Let's define a multi-valued algebra as one where each element is a closed set of complex numbers, let's call the set of such closed sets M. Equality is set equality, summation is the Minkowski sum, and subtraction is the inverse of the Minkowski sum (which doesn't always have a solution).
Let's use capital letters for members of the multi-valued algebra, and lower case letters for single complex numbers.
In this system a 'complex linear multi-valued polynomial' means the complex-valued function:
y = aX + b
Which only occurs when X has a single element, so not very interesting.
a 'complex quadratic multi-valued polynomial' is:
y = aX^2 + bX + c
which for the specific case a=1, b=-1, c=0, can be written as:
X = X^2 + y
which is reminiscent of the Julia set iteration for each y.
Indeed the value of X is indeed a Julia set of that complex number, as it is the largest closed set that satisfies the equation. It also remains a Julia set when a,b,c are different values, just with a Euclidean transform applied.
So the function M->C is defined for Julia sets, and each Julia set is the preimage of its corresponding parameter y.

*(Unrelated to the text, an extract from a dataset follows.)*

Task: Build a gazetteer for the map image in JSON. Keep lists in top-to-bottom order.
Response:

If we 'expand out' the domain into its individual complex elements then the function becomes a many-to-many map m(z): C->C, and m(0) is the Mandelbrot set. So the Mandelbrot set is the image of the number zero under this mapping. More generally m(x) are the generalised Mandelbrot sets that start at point x.
We could approximate this idea by saying that the quadratic polynomial's "multivalue-range" is the generalised Mandelbrot sets, and its domain is the Julia sets.

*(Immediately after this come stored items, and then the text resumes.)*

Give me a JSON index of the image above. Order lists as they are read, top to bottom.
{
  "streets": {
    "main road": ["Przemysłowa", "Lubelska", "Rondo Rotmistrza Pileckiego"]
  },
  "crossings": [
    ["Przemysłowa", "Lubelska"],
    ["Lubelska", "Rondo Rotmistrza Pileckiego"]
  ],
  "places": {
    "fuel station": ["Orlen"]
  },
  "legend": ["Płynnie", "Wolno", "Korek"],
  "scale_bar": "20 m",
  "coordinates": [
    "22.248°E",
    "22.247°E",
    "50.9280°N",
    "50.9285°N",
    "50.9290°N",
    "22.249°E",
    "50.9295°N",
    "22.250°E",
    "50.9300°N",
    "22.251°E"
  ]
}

While we have done a lot of hand waving here, the interesting result is that Julia sets and Mandelbrot sets are fundamental elements of multi-valued quadratics. Fixed y cross section is a Julia set and the fixed z cross section is a Mandelbrot set.

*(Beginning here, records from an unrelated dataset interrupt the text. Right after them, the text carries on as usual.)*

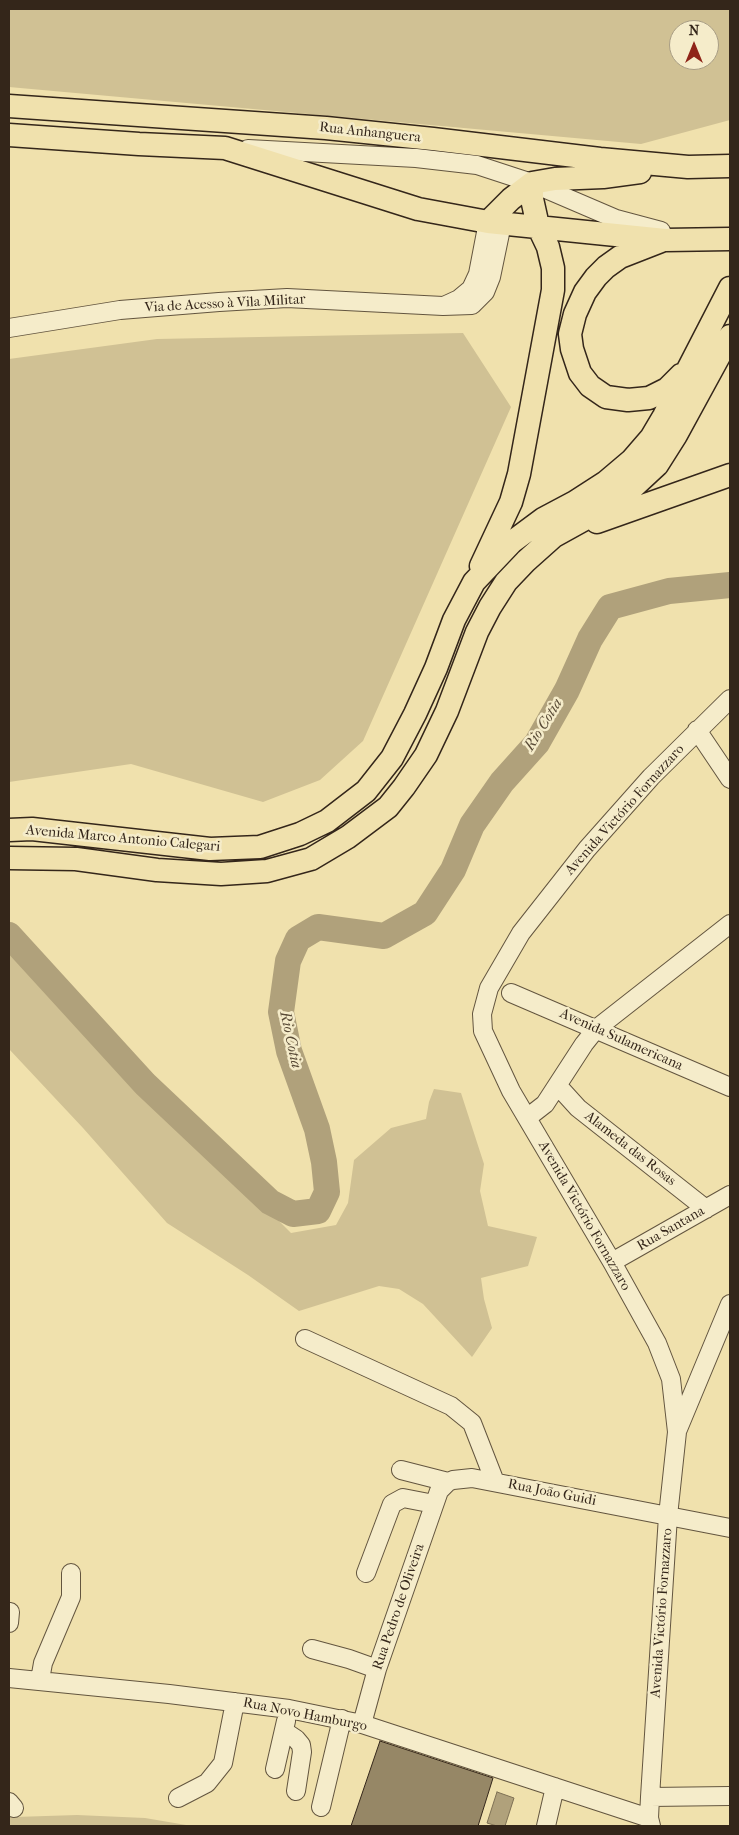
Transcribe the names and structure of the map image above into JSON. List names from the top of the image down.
{
  "streets": {
    "main road": ["Rua Anhanguera", "Avenida Marco Antonio Calegari"],
    "street": [
      "Via de Acesso à Vila Militar",
      "Avenida Victório Fornazzaro",
      "Avenida Sulamericana",
      "Alameda das Rosas",
      "Rua Santana",
      "Rua João Guidi",
      "Rua Pedro de Oliveira",
      "Rua Novo Hamburgo"
    ]
  },
  "crossings": [
    ["Avenida Victório Fornazzaro", "Rua Santana"],
    ["Avenida Victório Fornazzaro", "Rua João Guidi"],
    ["Avenida Victório Fornazzaro", "Rua Novo Hamburgo"],
    ["Alameda das Rosas", "Rua Santana"],
    ["Rua João Guidi", "Rua Pedro de Oliveira"],
    ["Rua Pedro de Oliveira", "Rua Novo Hamburgo"]
  ],
  "water": ["Rio Cotia"],
  "north": "top"
}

I haven't explored higher order polynomials, but it seems probably that these produce higher order Julia sets and the higher order 'multibrots', and perhaps linear combinations of these at each order.
This is a nice idea as it suggests that Julia and Mandelbrot/Multibrot sets are the fundamental elements of this multi-valued algebra. If we make the leap that standard algebra is missing something in its inability to answer questions such as the initial one, then we may even consider Julia and Multibrot sets to be fundamental quantities more widely in algebra.
To add to this, the Multibrot sets are universal objects, which loosely means that you will find them in bifurcating mappings.
The mapping m() can also be seen as a four dimensional shape. In this shape the Julia sets are the horizontal cross-sections, and the generalised Mandelbrot sets are the orthogonal cross-sections. It would be interesting to see what diagonal cross-sections look like.
An additional interesting link is between the Mandelbrot set and 2. I mean 2 in probably the most general sense as the fixed point of x^2-x. Just as 1 (or identity) is the fixed point of x^2 and 0 is the fixed point of 2x. These identities define 0 and 1 on other fields than just real numbers.
For many-valued quantities that would be the fixed point of X^2-X, which is X^2-X=X, which is probably the disk of radius 2. However, a slightly altered definition finds the set of complex values x such that X^2-X=x. This is the set of Julia set parameters that are in their own Julia set. This is the negative Mandelbrot set, a set that includes the number 2 in fact.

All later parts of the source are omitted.